THE TASK> The answer must consist of every line from the data that holds "center".
◇ ◇ ◇
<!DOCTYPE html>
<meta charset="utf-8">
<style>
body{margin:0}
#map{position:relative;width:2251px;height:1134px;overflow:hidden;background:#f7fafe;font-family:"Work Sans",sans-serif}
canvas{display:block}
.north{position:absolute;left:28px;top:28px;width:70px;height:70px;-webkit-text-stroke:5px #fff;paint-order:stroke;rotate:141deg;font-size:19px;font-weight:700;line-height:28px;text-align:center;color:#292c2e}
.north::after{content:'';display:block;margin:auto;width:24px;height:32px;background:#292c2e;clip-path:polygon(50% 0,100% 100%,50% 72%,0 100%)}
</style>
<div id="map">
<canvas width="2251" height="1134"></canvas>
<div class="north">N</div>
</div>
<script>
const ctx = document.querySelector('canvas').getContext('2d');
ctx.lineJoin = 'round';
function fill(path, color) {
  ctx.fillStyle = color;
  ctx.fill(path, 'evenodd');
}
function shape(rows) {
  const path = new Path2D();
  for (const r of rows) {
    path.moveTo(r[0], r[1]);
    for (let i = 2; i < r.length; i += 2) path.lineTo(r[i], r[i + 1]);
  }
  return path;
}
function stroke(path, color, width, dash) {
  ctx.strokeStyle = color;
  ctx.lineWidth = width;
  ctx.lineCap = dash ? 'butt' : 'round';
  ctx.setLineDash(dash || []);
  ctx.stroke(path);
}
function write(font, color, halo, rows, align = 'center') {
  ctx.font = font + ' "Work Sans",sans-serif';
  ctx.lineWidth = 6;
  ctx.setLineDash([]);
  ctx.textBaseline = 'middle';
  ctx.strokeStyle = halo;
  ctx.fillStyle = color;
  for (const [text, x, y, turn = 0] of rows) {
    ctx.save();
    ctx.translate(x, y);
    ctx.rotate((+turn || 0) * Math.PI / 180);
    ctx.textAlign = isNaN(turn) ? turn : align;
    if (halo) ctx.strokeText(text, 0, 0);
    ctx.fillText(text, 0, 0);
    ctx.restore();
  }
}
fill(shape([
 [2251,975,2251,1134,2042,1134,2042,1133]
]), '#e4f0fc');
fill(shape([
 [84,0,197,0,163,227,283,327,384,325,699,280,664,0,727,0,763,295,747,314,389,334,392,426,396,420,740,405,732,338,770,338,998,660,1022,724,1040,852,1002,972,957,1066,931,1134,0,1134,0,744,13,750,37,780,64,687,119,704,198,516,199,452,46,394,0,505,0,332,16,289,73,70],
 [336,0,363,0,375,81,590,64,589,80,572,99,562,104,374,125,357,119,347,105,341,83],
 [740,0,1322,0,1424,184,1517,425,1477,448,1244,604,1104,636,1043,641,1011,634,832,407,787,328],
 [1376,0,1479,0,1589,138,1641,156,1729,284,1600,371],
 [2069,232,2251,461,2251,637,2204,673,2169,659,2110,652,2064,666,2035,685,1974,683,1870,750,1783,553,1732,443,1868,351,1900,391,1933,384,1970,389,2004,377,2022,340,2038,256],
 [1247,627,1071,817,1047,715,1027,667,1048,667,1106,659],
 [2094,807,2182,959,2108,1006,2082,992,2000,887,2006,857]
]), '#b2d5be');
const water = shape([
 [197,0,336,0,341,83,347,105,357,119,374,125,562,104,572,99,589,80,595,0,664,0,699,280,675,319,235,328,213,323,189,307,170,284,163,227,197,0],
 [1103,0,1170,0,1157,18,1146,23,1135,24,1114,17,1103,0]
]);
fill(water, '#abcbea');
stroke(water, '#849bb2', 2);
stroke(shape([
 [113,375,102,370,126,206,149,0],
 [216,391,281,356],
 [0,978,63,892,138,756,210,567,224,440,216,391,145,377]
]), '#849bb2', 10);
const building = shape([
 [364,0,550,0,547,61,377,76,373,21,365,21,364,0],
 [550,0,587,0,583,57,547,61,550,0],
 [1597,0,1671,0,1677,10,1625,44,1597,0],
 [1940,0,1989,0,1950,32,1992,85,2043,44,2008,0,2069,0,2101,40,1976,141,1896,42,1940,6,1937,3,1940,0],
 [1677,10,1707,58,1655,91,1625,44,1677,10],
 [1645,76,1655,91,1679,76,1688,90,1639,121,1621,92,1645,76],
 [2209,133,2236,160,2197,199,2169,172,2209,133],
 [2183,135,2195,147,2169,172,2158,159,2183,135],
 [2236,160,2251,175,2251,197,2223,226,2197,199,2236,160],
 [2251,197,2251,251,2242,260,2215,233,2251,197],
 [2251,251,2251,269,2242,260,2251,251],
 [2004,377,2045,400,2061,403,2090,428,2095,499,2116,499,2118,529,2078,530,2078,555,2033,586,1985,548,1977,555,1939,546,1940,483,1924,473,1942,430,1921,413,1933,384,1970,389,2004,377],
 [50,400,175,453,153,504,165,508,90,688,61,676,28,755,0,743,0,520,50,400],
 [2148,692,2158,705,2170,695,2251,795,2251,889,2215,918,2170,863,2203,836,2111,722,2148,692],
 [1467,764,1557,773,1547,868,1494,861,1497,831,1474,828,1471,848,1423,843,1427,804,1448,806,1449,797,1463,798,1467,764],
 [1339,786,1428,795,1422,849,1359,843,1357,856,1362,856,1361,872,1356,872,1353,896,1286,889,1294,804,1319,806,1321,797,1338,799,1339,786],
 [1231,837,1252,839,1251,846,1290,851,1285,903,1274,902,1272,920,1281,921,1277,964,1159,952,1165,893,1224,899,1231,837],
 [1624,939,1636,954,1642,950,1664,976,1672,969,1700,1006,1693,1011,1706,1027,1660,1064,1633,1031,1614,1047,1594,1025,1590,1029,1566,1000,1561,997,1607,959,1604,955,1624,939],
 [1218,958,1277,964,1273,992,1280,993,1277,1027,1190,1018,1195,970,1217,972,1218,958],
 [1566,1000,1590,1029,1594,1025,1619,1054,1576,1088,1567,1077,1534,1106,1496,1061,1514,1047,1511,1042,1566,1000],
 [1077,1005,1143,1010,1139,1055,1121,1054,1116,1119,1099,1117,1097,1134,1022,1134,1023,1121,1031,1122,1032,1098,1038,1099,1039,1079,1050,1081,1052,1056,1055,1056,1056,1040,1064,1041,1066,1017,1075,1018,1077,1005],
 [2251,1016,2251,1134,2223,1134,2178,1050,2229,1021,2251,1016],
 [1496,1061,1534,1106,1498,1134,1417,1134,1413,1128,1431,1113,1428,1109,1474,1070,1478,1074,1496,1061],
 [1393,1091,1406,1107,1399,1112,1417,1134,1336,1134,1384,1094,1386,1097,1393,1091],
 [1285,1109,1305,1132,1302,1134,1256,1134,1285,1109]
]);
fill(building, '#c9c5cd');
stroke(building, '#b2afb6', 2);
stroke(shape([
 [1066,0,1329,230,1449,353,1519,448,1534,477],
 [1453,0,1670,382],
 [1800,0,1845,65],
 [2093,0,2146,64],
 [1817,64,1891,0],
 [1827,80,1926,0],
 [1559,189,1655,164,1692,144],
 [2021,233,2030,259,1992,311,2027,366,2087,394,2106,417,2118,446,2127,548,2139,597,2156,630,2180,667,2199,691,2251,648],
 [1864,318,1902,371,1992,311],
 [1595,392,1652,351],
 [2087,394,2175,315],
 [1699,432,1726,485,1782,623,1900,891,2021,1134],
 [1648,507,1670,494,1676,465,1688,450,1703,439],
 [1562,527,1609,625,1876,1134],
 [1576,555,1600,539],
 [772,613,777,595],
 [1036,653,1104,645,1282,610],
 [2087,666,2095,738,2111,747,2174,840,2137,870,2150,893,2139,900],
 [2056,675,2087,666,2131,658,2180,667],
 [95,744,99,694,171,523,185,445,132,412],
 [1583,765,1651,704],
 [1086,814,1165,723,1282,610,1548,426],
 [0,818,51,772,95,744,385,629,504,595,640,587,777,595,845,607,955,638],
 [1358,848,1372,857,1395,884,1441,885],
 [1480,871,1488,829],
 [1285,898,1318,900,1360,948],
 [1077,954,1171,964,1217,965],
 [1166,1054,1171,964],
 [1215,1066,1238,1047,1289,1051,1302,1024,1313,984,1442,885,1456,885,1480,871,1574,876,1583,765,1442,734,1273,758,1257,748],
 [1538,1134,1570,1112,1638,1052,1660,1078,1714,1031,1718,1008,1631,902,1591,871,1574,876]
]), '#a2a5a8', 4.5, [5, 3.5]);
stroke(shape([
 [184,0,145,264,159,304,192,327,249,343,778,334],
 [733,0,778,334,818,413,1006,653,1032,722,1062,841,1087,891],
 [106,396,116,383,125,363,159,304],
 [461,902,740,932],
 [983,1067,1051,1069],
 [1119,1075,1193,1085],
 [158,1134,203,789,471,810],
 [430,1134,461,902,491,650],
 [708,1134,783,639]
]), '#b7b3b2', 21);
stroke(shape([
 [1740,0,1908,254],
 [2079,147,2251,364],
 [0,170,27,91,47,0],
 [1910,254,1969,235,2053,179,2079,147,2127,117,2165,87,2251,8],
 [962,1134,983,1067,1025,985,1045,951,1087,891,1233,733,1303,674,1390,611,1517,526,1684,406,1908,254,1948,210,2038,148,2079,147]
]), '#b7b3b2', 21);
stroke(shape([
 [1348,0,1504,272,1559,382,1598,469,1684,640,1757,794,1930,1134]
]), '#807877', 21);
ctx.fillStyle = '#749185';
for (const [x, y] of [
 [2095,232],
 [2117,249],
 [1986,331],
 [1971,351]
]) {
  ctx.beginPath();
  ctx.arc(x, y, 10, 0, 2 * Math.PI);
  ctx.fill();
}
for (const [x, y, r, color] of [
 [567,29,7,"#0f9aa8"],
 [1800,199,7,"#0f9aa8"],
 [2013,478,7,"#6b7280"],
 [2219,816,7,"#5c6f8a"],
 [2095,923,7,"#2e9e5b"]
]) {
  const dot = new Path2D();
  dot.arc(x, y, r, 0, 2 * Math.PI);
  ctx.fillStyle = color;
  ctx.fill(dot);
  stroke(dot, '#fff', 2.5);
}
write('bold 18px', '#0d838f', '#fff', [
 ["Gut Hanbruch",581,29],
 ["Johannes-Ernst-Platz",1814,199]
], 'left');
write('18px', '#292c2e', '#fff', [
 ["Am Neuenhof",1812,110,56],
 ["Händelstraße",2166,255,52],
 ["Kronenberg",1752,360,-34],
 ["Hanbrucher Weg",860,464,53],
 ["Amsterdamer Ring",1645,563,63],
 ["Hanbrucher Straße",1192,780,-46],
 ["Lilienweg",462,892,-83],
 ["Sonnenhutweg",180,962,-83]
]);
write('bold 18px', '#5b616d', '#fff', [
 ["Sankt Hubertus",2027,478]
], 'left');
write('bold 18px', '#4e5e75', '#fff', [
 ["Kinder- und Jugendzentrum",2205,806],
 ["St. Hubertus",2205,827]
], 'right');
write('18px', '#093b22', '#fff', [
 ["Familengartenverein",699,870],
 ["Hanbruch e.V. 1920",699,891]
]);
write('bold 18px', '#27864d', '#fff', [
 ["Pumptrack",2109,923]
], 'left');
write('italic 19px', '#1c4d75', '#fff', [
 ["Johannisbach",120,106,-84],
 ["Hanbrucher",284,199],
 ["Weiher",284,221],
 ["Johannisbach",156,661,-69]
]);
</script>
◇ ◇ ◇
RESULT OF THE EXERCISE>
.north{position:absolute;left:28px;top:28px;width:70px;height:70px;-webkit-text-stroke:5px #fff;paint-order:stroke;rotate:141deg;font-size:19px;font-weight:700;line-height:28px;text-align:center;color:#292c2e}
function write(font, color, halo, rows, align = 'center') {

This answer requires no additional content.